Als 1992 die Gedichtzyklen von Leo Gillessen, Bruno Kartheuser und Robert Schaus unter dem Titel Zeitkörner erschienen, schrieb ich eine ausführliche vergleichende Rezension, es war meine erste überhaupt. In einem Brief vom 2.2.1993 an mich beklagte Bruno die „traditionelle Stummheit der ostbelgischen Eifel“. Es wird hier klar, dass der Krautgarten früh bestrebt war, über den eigenen Gartenzaun zu schauen. Das hat der rührige Herausgeber mit seiner Crew dann auch in die Tat umgesetzt und ausufernde Beziehungen geknüpft – nach der Pflege der heimatlichen und nachbarlichen Sprachen und Literaturen ging es verstärkt in die Region Aachen-Trier-Koblenz-Bonn-Köln, dann ins wiedervereinigte Berlin, nach Österreich und in die Schweiz – es gab Sondernummern zu diesen großangelegten Exkursionen mit namhaften Autoren – um nur einige Autoren der Berlin-Nummer zu nennen: F. C. Delius, Günter Grass, Walter Höllerer, Stephan Krawcyk, Günter Kunert, Oskar Pastior, Kathrin Schmidt, Peter Schneider, Richard Wagner, Ulrich Woelk … Die Weltoffenheit ist dem Krautgarten bis heute geblieben – als Lebens- und Überlebens-Elixier. Ganz am Anfang standen auch wir vom Dichtungsring, das war schon eine andere, wenn auch noch nicht die weite Welt.

Im März 1992 hatte sich der Dichtungsring eine Vereinssatzung gegeben. Im September nahmen Eje Winter und ich an der Autorenlesung im Rahmen des 23. Münstereifeler Literaturgesprächs teil, von dem das WDR III-Radio berichtete. Zum Thema Entgrenzungen im Kern Europas lud der Krautgarten einige seiner Autoren zur Teilnahme an diesem 3-tägigen Symposion ein.

Der Dichtungsring besuchte den Krautgarten in St. Vith im April 1993 mit einer 7-köpfigen Abordnung, zu der auch Ines Hagemeyer, Eje Winter, Gerd Willée und ich gehörten. Nach dem Mittagessen in einem St. Vither Restaurant und dem Besuch einer Ausstellung von Irene Gillessen im Rathaus veranstalteten wir dort eine Lesung der Redakteure.

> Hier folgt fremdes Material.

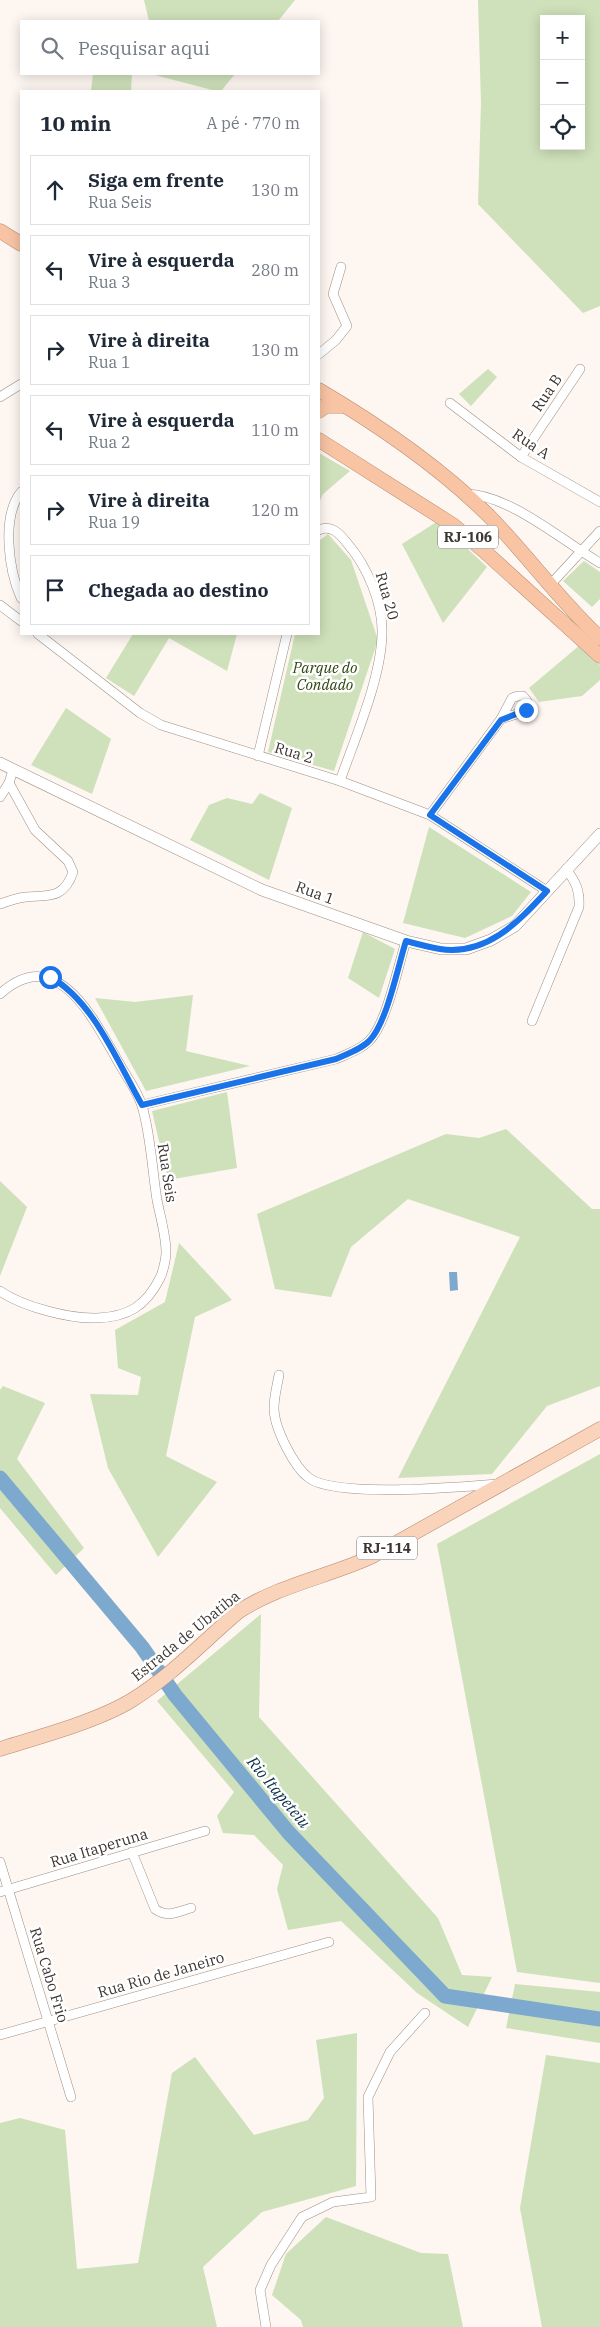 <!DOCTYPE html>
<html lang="pt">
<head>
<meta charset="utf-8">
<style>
	:root { --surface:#fff; --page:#f6f6f7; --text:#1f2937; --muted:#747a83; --line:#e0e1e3 }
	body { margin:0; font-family:"IBM Plex Serif",serif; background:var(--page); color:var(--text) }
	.controls { position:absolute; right:15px; top:15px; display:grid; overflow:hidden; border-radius:0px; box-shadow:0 2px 12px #0003 }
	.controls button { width:45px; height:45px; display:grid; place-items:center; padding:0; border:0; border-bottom:1px solid var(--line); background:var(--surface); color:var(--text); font:25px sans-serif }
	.stop { position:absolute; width:15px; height:15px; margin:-11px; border:4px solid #1a73e8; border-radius:50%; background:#fff }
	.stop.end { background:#1a73e8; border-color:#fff; box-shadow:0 1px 5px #0008 }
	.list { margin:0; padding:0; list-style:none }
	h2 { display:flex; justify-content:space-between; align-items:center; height:65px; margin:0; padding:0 20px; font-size:21px }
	h2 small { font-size:16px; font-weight:400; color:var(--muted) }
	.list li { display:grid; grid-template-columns:32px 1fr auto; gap:15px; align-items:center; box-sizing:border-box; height:70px; margin:0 10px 10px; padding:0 10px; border:1px solid var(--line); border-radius:0px }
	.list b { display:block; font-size:19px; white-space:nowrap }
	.list p { margin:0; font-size:16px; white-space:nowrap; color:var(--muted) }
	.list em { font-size:16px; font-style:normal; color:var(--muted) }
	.icon { flex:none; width:28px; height:28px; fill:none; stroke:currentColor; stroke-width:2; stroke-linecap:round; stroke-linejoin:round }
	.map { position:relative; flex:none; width:600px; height:2327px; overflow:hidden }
	.search { position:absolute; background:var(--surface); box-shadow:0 2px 12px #0003; left:20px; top:20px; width:300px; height:55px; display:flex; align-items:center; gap:12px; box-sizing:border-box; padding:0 18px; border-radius:0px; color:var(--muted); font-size:19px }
	.panel { position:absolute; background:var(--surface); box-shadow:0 2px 12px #0003; left:20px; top:90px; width:300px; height:545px; border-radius:0px }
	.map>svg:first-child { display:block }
</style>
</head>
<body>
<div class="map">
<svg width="600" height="2327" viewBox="0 0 600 2327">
	<rect width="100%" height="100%" fill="#fdf6f1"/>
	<g fill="#cee1ba" fill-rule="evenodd">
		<path d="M144,0H295L278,21H149Z"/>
		<path d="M478,0H600V306L583,313L478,204L481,103ZM544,19H581V146H544Z"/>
		<path d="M93,74H132L131,91H91Z"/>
		<path d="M151,74H235L221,91H216Z"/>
		<path d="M488,369L497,377L471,406L459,394Z"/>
		<path d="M319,453L350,471L323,494L319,503Z"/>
		<path d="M438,521L487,567L443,623L402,544Z"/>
		<path d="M328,534L351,560L378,640L334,771L268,752L295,634H319V541Z"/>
		<path d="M584,561L600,572V599L592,607L563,581Z"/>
		<path d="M133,634H237L227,671L169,638L134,696L106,678Z"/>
		<path d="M580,645L600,665V680L582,696L539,702L529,688Z"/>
		<path d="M66,708L111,739L92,794L31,765Z"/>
		<path d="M260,793L292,808L269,880L190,840L209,805L227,798L252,804Z"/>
		<path d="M429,827L531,892L512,916L465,938L403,923Z"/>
		<path d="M363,932L395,949L379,998L348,978Z"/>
		<path d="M193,995L186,1051L250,1066L146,1091L95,998L135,1002Z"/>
		<path d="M227,1092L237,1168L168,1180L152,1111Z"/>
		<path d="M506,1129L592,1209H600V1386L547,1406L492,1474L398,1478L520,1237L408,1199L351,1247L331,1297L275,1289L257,1214L446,1134L479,1138Z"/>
		<path d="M0,1181L27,1207L0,1276Z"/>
		<path d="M179,1243L232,1300L195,1317L166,1456L217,1482L158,1557L108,1468L90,1394L138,1395L141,1377L118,1368L115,1330L165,1302Z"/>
		<path d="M3,1386L45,1403L17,1459L84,1548L56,1575L0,1508V1390Z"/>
		<path d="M600,1454V1983L517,1972L437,1544Z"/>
		<path d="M261,1614L259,1717L438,1918L462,1975L492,1977L468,2027L417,1993L341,1921L288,1930L277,1889L283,1865L254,1835L223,1833L217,1816L234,1792L157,1701Z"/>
		<path d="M515,1984L600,1992V2043L506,2028Z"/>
		<path d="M357,2033L356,2186L262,2212L203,2267L217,2327H0V2123L20,2118L65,2130L77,2269L138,2263L172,2073L195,2057L254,2135L308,2120L324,2098L316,2040Z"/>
		<path d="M546,2055L600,2063V2327H542L520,2208Z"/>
		<path d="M326,2217L421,2253L448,2254L463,2327H303L301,2320L272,2295L286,2254Z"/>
	</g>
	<path fill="#7da9cf" d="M449,1272H457L458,1290L450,1291Z"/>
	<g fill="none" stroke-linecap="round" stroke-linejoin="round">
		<path stroke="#7da9cf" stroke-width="15" d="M0,1478L142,1647L175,1695L289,1833L445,1996L600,2019"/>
		<defs>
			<g id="minor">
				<path d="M319,354L336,340L347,326L333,294L341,267"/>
				<path d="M0,397L21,384"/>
				<path d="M450,403L521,457L600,502"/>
				<path d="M521,457L580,369"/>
				<path d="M21,492C1,517 9,571 21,598"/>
				<path d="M466,494C508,494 563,541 600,563"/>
				<path d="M319,530C331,524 340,534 347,543C367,566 383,603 382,634C381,679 355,738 340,781"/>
				<path d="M550,585L600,531"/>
				<path d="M0,605L21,621"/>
				<path d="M38,634L140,713L161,725L340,781L430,815L547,891"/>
				<path d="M518,696H523L527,701L526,711L501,719L512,698Z"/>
				<path d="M258,756L287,634"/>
				<path d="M0,797L9,783L13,770"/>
				<path d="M430,815L501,719"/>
				<path d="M0,904C8,901 17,898 26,897C49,895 64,899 73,872L68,861L35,830L9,783"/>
				<path d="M0,994C55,944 91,1014 115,1056C123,1072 137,1089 142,1106C151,1136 152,1169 157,1200C160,1216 166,1235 166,1252C166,1259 163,1272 160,1278C146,1306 128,1317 97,1318C70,1319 23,1307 0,1291"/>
				<path d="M532,1021L579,907C580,891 576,882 566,869"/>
				<path d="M142,1105L336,1059C347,1054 362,1049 370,1040C387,1022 398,966 406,941"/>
				<path d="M279,1375C277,1386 274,1397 274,1408C274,1428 294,1467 309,1478C336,1498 461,1487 497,1484"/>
				<path d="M132,1852L155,1909C167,1918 177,1912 191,1908"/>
				<path d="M0,1862L71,2097"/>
				<path d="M0,1892L205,1831"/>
				<path d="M0,2035L329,1942"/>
				<path d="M266,2327L260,2290L271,2265L302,2217L333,2202L371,2197L368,2097L390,2052L425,2013"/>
			</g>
			<path id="tertiary" d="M0,763L262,890L406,941L441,949H466L491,940L515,926L600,834"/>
			<path id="primary" d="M0,1749C39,1737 98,1721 132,1700C171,1676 204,1641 238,1612C279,1585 327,1577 371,1557L600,1429"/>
			<g id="trunk">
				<path d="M0,231L21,244"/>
				<path d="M319,390C380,426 440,467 490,517C528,556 560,601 600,638"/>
				<path d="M319,411L326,406H344"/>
				<path d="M319,440L453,525L483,550L600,656"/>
			</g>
		</defs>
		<use href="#minor" stroke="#9e8f84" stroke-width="10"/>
		<use href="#tertiary" stroke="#9e8f84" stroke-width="12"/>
		<use href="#primary" stroke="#b5896e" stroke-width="15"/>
		<use href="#trunk" stroke="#b5896e" stroke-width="15"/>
		<use href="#minor" stroke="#fff" stroke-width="9"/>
		<use href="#tertiary" stroke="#fff" stroke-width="11"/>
		<use href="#primary" stroke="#fad3bb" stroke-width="14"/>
		<use href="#trunk" stroke="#f8c4a4" stroke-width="14"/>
	</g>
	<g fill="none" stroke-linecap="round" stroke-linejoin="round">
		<path stroke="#1a73e8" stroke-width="6" d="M50,977C93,1000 118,1063 142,1105L336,1059C347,1054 362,1049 370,1040C387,1022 398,966 406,941C417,944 428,947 440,949C487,956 518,922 547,891L430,815L501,720L526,710"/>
	</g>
	<g text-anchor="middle" stroke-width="5" stroke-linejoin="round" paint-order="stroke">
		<g fill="#fff" stroke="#777270" stroke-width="1">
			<rect x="438" y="525.5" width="60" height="23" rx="4"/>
			<rect x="357" y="1536.5" width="60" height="23" rx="4"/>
		</g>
		<g font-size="14" font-weight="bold" fill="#3d3632">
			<text x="468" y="542">RJ-106</text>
			<text x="387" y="1553">RJ-114</text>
		</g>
		<g font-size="15" fill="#3d3632" stroke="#fff">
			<text transform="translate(547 393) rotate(-56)" y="5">Rua B</text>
			<text transform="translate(531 444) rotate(34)" y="5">Rua A</text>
			<text transform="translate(387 596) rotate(74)" y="5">Rua 20</text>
			<text transform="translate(294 753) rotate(17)" y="5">Rua 2</text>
			<text transform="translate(315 893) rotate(20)" y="5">Rua 1</text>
			<text transform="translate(167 1173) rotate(81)" y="5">Rua Seis</text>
			<text transform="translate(186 1636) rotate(-39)" y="5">Estrada de Ubatiba</text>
			<text transform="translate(99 1848) rotate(-17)" y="5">Rua Itaperuna</text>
			<text transform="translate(49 1975) rotate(73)" y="5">Rua Cabo Frio</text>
			<text transform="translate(161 1975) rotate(-16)" y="5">Rua Rio de Janeiro</text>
		</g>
		<g font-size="15" font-style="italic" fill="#2d430d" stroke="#fff">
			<text x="325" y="673">Parque do<tspan x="325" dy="17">Condado</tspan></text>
		</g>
		<g font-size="16" font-style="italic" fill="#0b2f48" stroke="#fff">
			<text transform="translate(279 1792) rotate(50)" y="6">Rio Itapeteiu</text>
		</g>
	</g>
</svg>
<div class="controls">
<button>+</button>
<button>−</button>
<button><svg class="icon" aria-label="locate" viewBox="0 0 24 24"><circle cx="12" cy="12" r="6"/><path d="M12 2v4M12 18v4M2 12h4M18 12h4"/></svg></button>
</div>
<div class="stop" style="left:50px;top:977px"></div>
<div class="stop end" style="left:526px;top:710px"></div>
<div class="search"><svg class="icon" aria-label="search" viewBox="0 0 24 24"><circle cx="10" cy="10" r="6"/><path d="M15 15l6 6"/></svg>Pesquisar aqui</div>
<section class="panel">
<h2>10 min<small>A pé · 770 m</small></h2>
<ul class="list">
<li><svg class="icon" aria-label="ahead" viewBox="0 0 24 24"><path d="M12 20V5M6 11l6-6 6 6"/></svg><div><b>Siga em frente</b><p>Rua Seis</p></div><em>130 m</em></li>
<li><svg class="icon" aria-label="left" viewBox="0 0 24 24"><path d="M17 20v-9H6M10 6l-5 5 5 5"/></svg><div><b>Vire à esquerda</b><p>Rua 3</p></div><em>280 m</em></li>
<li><svg class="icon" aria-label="right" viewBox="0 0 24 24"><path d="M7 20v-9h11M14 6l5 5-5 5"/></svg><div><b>Vire à direita</b><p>Rua 1</p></div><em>130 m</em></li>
<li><svg class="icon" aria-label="left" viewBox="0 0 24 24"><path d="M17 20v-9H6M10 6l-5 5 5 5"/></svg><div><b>Vire à esquerda</b><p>Rua 2</p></div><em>110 m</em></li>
<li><svg class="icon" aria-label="right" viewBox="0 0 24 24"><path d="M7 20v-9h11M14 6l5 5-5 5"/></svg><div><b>Vire à direita</b><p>Rua 19</p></div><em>120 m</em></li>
<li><svg class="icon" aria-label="arrive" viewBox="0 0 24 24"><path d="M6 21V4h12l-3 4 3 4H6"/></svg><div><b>Chegada ao destino</b></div></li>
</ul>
</section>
</div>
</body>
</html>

In Heinrich Bölls Haus in Langenbroich begegneten wir Dichtungsringer am 25. September 1993 erneut den Krautgärtnern. Nach einer Lesung der Autoren kam es zur Diskussion über Probleme des Schreibens im deutschsprachigen Randgebiet Ostbelgiens: „Kritische Masse – Regionalliteratur – Grenzräume – Wirksamkeit des Schreibens“. An dem Gespräch nahm auch der Priester und Künstler Herbert Falken teil, ein Freund Heinrich Bölls. Der Dichtungsring war beteiligt mit Eje Winter, Jörg Kohnen-May und Ulrich Bergmann.

Francisca Ricinski, Eje Winter und ich sind mehrmals im Krautgarten veröffentlicht worden; umgekehrt wurden Bruno Kartheuser, Leo Gillessen und Robert Schaus im Dichtungsring publiziert.

Ich bin seit etlichen Jahren Mitglied des Krautgartens und berechtigt, an den Mitgliederversammlungen mit Stimme teilzunehmen. Im Jahr 2004 nahm ich mit Leo Gillessen, Robert Schaus und Dietmar Sous an einer Autorenlesung im Belgischen Haus zu Köln teil.

Der Dichtungsring bekam zum 25-jährigen Jubiläum Besuch aus St. Vith: Bruno Kartheuser, Leo Gillessen und Robert Schaus reisten nach Bonn und nahmen am 21. Oktober 2006 an unserer Feier im Haus der Literatur und am anschließenden Abendessen in einem Ristorante der Altstadt teil. Der Krautgarten brachte danach ein Porträt des Dichtungsrings mit Texten von Eje Winter, Francisca Ricinski, Ines Hagemeyer und mir im Mittelteil der Nr. 49,2006.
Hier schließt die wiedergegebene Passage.